» Requirement: Determine the number of lines in the following entries that hold the word "querySelector". Give only that number.
Top of Records supplied
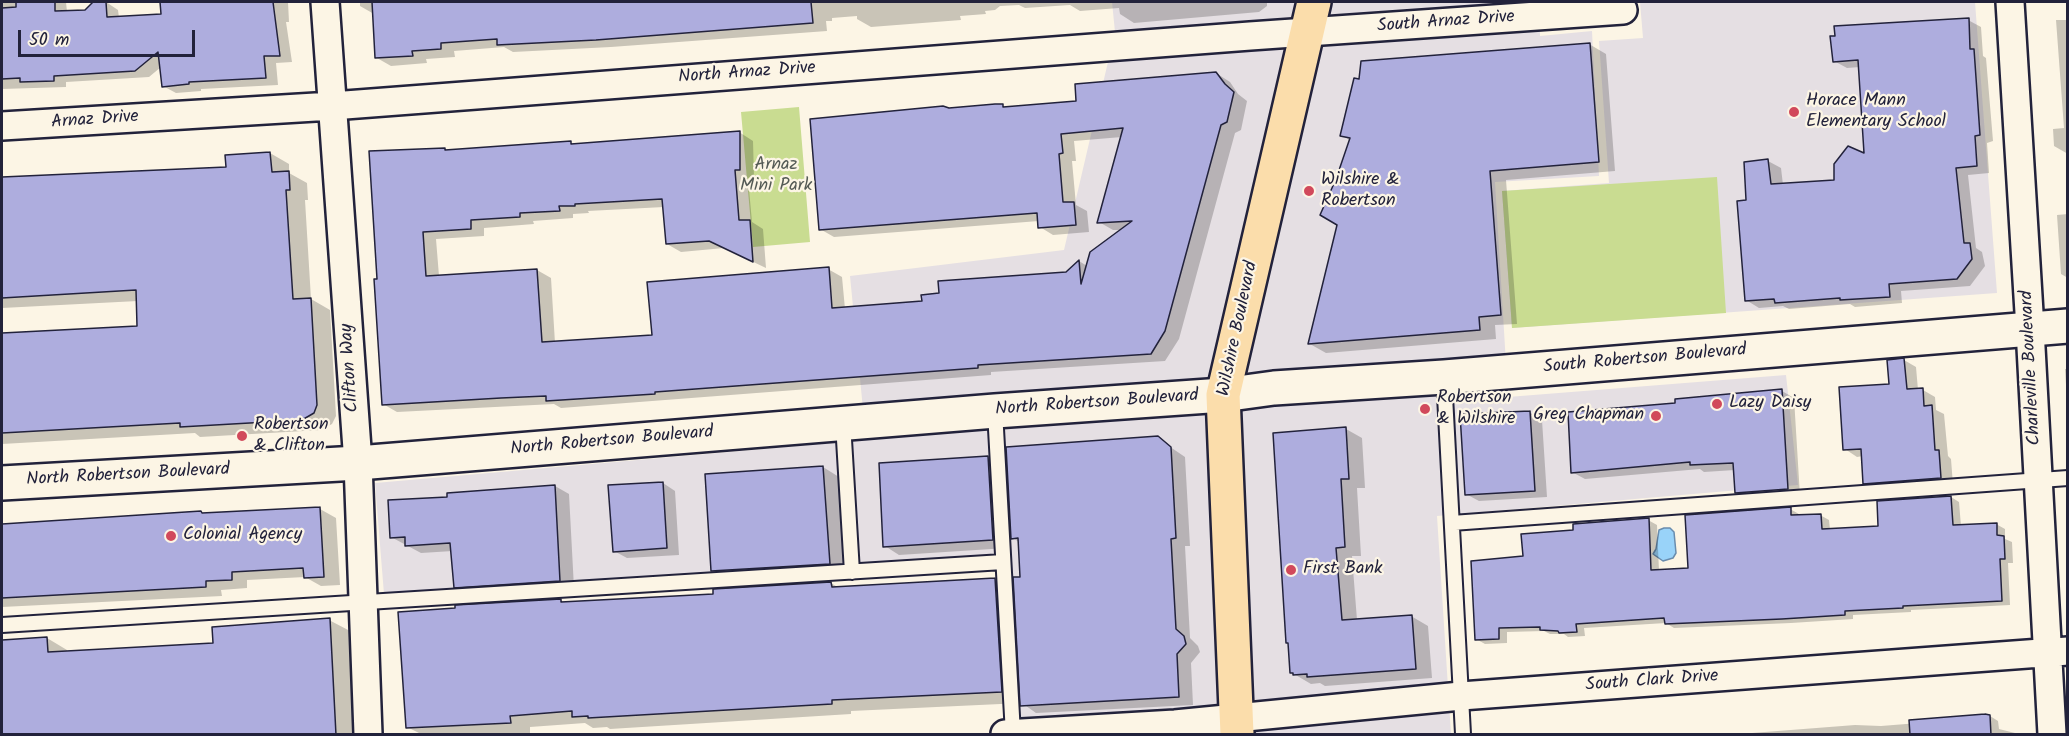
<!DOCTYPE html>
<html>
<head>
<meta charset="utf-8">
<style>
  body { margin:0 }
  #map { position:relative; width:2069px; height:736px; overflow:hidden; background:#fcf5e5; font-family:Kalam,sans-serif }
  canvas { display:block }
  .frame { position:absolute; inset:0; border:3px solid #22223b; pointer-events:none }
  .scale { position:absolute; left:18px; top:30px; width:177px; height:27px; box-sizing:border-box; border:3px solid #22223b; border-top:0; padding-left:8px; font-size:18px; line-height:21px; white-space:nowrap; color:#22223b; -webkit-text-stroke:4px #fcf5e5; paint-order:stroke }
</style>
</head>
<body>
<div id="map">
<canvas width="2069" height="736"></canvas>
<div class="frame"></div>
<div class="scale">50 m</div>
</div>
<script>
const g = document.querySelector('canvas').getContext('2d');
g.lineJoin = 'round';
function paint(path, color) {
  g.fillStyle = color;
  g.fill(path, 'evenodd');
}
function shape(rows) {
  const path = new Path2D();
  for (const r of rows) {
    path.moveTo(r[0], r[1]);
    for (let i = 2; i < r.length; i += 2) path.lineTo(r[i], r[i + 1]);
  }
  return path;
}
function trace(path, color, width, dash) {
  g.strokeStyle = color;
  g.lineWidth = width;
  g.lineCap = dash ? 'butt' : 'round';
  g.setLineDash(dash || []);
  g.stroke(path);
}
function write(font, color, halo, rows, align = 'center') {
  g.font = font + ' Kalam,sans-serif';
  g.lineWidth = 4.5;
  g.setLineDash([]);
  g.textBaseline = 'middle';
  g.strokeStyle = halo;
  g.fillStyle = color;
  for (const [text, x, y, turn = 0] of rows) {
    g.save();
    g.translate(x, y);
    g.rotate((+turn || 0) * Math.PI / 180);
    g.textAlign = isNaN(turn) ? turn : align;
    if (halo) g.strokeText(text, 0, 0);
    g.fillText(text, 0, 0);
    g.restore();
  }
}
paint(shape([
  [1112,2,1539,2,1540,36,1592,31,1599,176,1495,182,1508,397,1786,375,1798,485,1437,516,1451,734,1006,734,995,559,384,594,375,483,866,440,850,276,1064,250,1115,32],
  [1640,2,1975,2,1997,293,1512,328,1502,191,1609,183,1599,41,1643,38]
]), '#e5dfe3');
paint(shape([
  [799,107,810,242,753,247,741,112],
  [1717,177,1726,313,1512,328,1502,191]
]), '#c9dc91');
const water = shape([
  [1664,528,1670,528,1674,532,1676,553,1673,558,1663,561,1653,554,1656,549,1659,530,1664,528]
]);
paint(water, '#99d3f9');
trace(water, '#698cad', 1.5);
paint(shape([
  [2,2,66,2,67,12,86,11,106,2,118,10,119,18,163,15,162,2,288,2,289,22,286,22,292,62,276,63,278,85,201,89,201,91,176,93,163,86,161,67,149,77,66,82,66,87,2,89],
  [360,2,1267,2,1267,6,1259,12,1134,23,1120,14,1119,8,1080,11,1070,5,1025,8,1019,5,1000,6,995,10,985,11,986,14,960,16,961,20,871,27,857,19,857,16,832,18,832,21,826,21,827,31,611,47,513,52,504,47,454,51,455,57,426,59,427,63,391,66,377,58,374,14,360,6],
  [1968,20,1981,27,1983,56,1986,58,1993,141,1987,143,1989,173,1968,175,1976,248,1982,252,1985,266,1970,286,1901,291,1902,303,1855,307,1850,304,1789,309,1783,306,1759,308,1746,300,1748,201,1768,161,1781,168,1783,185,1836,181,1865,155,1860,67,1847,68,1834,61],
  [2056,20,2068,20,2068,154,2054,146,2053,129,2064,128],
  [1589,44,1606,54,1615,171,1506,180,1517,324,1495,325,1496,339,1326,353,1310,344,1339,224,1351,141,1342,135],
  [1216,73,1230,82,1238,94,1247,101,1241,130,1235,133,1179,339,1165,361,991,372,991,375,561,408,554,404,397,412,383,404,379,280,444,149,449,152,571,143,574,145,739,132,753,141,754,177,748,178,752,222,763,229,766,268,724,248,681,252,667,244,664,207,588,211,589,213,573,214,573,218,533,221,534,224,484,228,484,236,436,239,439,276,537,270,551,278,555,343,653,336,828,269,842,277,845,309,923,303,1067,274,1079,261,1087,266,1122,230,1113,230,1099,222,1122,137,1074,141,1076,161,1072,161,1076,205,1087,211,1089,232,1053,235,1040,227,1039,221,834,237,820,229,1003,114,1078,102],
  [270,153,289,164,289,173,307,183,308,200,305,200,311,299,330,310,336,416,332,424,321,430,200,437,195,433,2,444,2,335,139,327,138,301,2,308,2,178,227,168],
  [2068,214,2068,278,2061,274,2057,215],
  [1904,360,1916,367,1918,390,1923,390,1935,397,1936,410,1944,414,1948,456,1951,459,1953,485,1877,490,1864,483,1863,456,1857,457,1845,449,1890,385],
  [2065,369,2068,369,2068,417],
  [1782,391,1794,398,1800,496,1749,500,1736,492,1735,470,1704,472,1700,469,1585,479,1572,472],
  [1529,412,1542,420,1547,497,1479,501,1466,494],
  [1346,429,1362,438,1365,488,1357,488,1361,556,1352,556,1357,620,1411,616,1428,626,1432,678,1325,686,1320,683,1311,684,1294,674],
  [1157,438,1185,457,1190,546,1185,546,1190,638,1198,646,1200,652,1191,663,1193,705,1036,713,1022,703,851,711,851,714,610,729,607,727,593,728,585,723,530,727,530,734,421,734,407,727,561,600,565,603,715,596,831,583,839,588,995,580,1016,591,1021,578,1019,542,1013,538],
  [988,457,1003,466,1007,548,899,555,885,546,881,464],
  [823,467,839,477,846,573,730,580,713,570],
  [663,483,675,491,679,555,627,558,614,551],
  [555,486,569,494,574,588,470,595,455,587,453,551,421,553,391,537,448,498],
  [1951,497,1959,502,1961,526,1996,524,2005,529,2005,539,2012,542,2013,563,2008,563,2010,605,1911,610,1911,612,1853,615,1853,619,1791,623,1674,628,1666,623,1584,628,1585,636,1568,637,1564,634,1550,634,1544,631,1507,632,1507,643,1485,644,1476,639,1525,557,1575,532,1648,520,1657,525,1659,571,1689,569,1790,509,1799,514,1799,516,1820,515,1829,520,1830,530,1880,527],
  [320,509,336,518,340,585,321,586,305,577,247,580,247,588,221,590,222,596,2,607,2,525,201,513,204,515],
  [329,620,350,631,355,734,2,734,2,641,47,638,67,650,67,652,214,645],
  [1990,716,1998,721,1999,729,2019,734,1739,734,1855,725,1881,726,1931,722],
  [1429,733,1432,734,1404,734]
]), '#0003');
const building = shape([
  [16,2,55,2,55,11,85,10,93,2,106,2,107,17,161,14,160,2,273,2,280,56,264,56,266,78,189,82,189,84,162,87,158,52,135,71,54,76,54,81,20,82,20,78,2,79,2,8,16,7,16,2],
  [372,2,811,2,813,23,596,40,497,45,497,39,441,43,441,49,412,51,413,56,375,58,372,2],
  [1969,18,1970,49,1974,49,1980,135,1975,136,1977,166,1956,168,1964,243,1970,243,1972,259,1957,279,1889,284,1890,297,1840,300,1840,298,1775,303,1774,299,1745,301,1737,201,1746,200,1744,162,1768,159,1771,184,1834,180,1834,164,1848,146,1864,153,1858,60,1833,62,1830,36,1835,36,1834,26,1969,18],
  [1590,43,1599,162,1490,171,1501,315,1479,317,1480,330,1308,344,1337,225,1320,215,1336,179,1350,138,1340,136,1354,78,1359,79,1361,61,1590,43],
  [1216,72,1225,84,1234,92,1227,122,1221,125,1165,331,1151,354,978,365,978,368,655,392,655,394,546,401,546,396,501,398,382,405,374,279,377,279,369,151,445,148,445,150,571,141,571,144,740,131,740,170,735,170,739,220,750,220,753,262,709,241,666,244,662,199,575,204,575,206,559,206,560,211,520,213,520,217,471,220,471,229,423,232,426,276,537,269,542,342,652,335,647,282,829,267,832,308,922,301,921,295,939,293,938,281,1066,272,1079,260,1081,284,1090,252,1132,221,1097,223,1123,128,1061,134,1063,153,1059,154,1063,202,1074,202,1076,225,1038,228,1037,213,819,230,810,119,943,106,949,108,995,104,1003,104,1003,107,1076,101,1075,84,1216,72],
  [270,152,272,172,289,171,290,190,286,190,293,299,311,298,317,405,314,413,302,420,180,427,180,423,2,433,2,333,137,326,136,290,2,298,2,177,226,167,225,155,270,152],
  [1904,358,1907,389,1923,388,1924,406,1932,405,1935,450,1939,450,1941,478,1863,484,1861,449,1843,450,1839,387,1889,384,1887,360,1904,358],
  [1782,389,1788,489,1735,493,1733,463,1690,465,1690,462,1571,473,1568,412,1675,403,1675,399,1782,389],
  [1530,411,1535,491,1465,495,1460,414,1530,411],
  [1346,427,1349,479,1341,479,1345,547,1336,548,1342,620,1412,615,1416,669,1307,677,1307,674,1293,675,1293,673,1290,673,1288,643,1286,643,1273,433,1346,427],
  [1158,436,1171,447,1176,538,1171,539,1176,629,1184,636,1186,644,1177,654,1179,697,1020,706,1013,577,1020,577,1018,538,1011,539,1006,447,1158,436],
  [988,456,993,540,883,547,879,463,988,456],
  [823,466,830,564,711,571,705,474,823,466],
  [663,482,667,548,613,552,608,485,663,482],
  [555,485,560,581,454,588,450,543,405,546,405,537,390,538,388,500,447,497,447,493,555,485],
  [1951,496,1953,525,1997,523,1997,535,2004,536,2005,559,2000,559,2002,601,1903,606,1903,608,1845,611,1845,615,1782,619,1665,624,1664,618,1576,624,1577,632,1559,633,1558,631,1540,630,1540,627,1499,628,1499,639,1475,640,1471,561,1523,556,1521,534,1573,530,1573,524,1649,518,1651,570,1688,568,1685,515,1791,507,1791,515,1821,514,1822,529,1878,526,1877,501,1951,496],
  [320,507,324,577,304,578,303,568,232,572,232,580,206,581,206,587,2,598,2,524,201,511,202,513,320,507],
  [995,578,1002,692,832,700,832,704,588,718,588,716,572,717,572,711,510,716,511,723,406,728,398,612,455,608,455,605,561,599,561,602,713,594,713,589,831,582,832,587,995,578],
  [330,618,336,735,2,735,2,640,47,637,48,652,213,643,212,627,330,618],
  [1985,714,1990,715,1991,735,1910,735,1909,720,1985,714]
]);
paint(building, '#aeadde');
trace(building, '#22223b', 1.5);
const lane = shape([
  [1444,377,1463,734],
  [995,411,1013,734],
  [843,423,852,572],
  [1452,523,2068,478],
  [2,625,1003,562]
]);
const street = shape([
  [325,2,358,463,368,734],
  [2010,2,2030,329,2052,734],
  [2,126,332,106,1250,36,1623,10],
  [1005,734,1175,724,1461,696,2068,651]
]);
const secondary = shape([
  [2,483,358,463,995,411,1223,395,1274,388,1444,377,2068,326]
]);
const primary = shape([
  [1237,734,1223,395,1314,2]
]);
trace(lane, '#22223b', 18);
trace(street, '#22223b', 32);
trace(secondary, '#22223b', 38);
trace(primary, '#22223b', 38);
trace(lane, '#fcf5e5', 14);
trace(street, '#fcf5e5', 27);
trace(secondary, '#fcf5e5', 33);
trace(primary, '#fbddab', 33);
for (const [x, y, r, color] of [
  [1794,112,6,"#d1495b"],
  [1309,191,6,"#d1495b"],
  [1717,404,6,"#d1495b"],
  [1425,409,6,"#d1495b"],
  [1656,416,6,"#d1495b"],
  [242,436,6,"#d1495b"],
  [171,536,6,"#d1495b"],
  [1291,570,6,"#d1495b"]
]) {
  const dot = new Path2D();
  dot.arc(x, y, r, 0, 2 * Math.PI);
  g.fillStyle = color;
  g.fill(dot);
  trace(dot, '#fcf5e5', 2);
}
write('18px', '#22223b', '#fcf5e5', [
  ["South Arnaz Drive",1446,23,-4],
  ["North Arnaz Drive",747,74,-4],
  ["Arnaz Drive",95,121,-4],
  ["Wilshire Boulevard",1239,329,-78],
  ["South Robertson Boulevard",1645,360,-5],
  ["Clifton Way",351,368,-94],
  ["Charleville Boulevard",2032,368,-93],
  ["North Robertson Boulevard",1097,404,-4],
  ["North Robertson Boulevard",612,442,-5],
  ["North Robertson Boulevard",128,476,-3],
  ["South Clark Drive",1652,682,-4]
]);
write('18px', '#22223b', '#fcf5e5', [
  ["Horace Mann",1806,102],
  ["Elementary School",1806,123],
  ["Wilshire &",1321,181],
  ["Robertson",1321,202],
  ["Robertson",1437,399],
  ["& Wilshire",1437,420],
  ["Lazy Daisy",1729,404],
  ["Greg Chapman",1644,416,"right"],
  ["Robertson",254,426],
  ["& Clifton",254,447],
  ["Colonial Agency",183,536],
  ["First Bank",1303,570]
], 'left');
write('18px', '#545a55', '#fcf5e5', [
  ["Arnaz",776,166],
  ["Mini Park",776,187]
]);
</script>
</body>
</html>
Bottom of Records supplied
Top of Records supplied
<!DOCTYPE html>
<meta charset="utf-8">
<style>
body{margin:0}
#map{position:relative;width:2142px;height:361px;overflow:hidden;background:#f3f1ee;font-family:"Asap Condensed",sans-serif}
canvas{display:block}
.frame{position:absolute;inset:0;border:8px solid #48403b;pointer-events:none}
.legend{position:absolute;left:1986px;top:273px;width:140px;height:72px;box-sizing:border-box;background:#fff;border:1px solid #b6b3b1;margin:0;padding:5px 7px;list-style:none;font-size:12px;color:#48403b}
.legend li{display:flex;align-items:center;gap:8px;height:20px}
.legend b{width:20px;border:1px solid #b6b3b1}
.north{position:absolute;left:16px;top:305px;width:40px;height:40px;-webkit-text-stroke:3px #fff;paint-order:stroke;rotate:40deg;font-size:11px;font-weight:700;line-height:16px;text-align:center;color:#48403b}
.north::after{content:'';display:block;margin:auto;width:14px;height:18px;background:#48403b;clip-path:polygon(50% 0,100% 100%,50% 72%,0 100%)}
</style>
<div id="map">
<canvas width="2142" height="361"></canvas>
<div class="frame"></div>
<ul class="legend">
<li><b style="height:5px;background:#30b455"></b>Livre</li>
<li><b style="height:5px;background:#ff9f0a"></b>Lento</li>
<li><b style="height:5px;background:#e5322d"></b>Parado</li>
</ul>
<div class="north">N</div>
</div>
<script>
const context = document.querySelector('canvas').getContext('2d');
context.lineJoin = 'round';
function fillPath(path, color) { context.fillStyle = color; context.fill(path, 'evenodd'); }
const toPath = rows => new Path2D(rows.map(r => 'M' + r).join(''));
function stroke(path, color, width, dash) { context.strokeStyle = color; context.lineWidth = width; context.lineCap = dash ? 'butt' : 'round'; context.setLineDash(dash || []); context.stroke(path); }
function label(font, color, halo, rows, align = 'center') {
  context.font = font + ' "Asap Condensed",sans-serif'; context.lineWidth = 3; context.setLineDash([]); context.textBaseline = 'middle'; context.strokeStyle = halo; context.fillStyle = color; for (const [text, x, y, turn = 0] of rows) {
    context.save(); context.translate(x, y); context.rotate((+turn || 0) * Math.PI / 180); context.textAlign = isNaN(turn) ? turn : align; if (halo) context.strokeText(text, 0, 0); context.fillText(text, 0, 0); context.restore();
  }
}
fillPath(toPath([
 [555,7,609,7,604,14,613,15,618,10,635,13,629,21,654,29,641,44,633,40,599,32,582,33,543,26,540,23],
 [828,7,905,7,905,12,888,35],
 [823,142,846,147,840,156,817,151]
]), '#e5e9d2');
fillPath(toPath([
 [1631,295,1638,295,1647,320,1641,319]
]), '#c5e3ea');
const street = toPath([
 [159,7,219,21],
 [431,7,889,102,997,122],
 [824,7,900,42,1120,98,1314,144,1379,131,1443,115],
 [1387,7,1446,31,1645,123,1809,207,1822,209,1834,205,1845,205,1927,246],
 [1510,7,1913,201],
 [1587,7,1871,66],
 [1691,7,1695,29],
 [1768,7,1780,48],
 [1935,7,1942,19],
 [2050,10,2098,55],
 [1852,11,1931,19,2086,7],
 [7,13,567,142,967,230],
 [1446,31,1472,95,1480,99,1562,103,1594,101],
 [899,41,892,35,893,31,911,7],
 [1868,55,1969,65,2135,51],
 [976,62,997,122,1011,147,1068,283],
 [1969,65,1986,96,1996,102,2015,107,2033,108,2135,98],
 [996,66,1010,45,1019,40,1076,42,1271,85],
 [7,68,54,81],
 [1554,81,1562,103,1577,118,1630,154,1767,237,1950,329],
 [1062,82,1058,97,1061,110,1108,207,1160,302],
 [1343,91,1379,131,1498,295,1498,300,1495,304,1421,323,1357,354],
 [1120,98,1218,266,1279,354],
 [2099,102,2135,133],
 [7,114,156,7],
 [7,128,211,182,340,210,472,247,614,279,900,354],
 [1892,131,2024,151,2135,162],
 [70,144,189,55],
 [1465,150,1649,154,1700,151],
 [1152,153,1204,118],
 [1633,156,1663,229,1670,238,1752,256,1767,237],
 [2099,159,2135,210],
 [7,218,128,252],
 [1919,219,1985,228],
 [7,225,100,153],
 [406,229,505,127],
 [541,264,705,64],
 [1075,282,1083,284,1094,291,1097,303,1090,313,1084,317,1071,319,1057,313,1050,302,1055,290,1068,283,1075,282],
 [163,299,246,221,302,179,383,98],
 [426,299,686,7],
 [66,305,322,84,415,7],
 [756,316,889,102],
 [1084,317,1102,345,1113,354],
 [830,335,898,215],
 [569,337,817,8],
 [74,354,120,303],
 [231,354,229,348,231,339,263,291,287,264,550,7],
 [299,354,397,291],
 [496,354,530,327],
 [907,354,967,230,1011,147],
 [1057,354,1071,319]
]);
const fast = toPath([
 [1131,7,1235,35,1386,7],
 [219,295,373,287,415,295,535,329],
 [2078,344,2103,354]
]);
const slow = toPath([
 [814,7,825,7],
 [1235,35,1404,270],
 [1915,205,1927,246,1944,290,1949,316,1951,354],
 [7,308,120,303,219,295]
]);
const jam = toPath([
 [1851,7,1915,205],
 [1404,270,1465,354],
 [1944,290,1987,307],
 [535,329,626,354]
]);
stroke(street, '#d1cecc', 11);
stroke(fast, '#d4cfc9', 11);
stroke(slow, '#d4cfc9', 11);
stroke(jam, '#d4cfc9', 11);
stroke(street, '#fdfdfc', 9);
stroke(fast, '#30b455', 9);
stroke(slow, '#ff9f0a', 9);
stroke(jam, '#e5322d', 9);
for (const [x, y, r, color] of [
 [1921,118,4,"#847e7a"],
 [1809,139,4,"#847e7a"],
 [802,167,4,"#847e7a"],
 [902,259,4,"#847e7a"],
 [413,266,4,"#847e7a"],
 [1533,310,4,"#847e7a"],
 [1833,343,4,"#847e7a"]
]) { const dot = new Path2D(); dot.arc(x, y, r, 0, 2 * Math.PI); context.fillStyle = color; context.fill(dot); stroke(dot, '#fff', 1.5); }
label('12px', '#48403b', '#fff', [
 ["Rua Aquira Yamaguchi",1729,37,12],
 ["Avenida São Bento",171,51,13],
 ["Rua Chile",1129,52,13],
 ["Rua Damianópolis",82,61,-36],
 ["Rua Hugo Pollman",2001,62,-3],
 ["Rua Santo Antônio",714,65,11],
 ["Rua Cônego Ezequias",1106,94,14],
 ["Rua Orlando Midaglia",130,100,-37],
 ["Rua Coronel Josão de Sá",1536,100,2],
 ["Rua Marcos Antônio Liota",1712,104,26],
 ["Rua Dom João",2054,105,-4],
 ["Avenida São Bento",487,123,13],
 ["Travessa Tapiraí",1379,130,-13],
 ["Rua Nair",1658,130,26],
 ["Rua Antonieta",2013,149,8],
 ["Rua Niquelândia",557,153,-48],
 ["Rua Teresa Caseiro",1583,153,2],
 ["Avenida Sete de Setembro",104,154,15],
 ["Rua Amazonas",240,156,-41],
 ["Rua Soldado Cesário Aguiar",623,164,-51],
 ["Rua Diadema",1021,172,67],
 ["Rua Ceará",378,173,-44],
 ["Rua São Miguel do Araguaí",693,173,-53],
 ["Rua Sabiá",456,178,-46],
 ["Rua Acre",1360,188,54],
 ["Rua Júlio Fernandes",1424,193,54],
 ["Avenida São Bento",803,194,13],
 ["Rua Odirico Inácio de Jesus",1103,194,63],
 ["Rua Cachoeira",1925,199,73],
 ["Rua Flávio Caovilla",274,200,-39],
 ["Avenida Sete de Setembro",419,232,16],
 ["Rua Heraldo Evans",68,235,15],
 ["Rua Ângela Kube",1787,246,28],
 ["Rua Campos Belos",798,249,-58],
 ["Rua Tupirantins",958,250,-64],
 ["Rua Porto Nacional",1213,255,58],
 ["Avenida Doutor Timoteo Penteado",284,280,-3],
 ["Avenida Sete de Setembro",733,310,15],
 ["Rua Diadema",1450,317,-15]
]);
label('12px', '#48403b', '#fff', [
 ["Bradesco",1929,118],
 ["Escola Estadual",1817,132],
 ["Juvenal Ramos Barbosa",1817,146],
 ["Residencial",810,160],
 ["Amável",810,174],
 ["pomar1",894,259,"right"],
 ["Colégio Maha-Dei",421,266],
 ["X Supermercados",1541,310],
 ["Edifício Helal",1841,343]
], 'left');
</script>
Bottom of Records supplied
» Written solution: 2